| Exercise prompt |
Among the lines below, return each one that contains the word "canvas".
[Extracted information Boundary: Start]
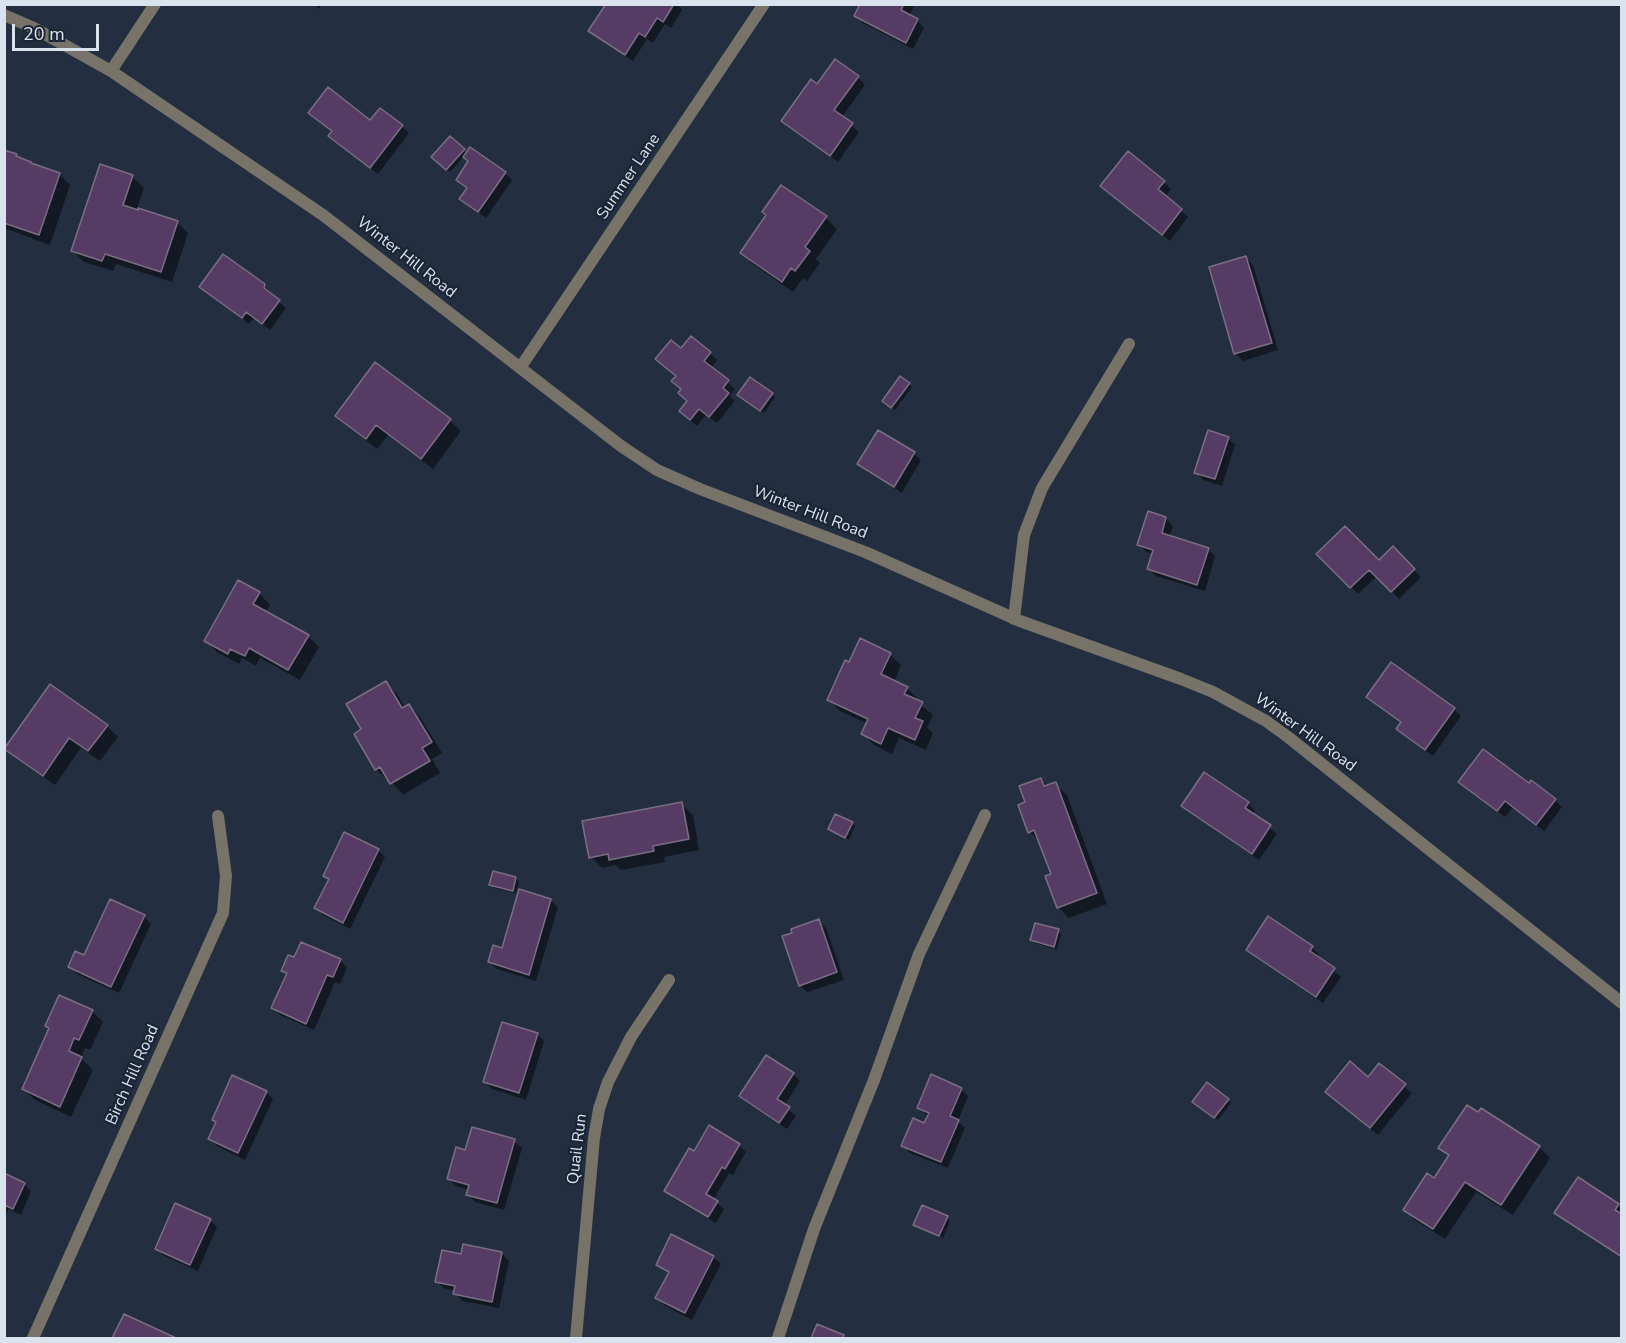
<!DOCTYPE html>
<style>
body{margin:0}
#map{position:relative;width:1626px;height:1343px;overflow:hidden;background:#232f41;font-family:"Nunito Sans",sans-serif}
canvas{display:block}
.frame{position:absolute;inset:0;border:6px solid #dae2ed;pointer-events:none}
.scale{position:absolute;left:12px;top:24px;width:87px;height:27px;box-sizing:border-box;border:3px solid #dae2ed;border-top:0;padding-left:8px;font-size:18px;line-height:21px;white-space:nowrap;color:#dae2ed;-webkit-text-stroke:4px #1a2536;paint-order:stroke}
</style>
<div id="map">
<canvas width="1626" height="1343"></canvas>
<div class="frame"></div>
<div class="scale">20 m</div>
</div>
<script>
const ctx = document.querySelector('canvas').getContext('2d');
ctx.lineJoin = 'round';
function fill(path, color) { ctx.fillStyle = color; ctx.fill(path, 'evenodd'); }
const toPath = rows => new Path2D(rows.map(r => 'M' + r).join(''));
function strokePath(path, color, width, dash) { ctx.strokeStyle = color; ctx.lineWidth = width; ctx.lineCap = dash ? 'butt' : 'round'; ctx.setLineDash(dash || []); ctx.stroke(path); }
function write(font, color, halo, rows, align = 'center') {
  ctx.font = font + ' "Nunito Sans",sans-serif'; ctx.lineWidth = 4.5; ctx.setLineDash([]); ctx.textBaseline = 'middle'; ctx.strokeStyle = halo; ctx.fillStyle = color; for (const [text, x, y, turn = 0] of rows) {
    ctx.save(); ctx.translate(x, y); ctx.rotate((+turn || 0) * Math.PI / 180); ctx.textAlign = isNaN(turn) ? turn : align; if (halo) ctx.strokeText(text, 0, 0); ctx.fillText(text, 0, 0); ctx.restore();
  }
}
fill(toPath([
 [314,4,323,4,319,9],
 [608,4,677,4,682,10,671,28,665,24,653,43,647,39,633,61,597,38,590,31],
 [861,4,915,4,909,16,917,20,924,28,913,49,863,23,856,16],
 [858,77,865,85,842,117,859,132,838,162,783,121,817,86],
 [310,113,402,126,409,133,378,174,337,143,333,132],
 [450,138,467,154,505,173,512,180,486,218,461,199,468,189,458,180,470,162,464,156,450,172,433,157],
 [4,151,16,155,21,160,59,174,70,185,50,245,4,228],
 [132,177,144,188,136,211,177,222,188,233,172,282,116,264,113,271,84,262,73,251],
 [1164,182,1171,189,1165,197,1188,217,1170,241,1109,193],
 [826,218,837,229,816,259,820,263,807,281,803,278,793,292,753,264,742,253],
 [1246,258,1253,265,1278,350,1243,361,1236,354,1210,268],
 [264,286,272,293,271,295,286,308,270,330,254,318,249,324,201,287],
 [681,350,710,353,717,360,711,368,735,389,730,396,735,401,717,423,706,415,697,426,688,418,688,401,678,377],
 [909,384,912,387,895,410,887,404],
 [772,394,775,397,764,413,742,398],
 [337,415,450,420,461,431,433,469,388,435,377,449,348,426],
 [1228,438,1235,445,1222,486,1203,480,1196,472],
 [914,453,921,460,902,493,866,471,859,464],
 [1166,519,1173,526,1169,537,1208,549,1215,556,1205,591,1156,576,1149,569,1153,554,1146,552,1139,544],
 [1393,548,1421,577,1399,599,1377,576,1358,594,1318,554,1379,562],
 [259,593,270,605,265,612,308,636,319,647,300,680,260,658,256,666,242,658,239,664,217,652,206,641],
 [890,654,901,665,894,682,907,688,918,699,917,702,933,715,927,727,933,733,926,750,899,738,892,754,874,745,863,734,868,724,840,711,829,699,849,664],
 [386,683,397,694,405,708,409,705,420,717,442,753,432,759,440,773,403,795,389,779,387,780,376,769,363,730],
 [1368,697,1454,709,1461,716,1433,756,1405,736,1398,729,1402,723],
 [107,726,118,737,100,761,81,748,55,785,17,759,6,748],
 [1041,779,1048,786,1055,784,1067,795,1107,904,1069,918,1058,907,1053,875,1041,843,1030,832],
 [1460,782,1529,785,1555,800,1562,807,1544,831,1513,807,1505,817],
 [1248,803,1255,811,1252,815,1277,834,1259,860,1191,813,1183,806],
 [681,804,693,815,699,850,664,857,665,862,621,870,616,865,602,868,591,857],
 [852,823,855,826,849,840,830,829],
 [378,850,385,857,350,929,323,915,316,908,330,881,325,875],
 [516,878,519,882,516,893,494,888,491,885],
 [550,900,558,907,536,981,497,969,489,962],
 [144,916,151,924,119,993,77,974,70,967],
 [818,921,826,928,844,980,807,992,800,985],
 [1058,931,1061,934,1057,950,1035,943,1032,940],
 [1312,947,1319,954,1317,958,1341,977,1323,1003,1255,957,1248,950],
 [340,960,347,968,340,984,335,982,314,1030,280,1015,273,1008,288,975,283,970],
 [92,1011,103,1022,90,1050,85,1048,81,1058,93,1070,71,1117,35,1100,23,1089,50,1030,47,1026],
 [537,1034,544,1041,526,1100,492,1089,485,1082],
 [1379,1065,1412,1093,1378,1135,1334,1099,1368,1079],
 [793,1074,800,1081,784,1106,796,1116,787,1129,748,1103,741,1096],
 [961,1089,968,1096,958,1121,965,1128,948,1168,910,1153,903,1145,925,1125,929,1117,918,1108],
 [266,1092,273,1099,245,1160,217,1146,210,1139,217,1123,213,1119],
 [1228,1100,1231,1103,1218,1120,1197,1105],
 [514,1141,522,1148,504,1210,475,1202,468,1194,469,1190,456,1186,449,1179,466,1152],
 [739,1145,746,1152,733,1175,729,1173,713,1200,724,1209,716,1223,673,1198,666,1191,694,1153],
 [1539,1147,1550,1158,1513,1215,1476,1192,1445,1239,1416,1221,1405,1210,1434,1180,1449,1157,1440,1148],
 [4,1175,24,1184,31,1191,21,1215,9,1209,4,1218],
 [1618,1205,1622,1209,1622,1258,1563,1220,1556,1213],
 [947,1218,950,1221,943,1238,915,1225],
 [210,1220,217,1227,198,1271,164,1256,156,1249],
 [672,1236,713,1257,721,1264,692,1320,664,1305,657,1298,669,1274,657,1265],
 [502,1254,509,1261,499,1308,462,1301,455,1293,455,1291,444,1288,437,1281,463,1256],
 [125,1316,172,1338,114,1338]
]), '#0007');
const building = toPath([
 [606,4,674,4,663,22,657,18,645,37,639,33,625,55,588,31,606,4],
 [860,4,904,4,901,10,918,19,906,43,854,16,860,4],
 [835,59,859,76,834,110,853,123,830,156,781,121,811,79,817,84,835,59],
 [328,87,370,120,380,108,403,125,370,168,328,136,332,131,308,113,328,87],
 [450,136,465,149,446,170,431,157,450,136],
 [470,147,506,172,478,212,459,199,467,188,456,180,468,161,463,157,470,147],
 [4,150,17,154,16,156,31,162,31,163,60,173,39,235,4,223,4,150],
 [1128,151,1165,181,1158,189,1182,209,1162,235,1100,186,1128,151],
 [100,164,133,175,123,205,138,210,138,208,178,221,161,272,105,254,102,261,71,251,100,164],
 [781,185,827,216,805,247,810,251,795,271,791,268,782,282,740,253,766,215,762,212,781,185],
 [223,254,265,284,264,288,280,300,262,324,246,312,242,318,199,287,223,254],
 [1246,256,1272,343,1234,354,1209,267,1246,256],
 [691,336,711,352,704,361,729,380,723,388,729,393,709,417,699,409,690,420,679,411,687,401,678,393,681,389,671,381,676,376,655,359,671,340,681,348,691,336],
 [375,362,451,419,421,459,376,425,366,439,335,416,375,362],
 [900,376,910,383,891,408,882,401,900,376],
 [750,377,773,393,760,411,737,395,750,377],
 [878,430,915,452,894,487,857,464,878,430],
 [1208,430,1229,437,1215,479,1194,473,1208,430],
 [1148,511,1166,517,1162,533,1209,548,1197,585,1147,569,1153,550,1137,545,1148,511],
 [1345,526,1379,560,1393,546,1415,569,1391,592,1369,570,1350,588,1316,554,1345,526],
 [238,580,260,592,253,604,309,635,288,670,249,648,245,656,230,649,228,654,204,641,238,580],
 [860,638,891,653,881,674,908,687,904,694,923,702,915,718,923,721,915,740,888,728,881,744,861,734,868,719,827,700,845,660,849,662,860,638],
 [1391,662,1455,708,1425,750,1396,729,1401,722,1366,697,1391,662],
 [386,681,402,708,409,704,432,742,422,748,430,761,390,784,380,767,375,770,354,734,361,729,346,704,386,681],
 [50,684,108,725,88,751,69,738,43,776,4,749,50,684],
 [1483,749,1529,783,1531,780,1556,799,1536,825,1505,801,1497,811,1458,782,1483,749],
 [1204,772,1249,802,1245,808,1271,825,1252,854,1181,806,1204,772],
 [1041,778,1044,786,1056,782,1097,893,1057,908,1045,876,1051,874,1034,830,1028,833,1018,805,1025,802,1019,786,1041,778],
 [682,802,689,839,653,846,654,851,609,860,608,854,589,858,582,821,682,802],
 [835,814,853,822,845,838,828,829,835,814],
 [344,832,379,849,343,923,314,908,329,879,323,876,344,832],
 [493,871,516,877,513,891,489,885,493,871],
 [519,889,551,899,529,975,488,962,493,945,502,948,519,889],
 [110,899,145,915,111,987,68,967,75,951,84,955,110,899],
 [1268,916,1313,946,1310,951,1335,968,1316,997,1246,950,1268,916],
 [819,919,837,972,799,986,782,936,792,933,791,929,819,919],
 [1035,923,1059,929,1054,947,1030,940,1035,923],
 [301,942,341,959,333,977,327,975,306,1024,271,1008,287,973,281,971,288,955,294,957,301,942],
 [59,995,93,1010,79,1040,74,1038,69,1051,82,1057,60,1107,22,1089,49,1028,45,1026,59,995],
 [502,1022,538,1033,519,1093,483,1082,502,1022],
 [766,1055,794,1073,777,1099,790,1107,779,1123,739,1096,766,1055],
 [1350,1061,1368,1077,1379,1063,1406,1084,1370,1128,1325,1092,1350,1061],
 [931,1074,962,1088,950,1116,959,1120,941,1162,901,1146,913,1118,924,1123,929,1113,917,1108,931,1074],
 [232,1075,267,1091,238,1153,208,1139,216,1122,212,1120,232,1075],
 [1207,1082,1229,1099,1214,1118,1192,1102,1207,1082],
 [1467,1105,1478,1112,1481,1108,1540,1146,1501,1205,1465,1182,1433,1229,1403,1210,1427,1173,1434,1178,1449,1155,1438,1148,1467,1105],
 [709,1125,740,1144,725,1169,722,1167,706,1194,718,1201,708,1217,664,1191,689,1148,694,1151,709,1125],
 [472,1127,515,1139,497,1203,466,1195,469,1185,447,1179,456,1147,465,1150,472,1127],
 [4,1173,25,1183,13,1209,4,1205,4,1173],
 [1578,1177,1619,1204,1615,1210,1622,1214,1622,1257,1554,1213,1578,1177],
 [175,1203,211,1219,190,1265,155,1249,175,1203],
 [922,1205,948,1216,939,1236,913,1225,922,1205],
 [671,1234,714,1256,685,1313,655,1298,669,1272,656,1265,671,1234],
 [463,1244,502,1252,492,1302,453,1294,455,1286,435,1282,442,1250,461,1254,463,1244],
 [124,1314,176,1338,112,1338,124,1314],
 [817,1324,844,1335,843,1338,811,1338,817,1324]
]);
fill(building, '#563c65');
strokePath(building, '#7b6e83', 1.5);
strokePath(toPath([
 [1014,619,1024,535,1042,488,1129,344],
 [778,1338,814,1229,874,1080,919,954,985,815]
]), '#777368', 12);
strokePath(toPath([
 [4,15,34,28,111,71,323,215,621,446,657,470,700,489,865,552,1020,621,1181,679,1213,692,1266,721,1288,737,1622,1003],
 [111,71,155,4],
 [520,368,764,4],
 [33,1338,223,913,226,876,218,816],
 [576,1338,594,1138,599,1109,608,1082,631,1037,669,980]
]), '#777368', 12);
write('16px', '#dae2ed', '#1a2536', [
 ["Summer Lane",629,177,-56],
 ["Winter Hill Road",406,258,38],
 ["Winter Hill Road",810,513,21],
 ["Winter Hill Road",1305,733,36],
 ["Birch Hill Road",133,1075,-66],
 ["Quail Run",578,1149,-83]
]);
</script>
[Extracted information Boundary: End]
| Finished exercise |
canvas{display:block}
<canvas width="1626" height="1343"></canvas>
const ctx = document.querySelector('canvas').getContext('2d');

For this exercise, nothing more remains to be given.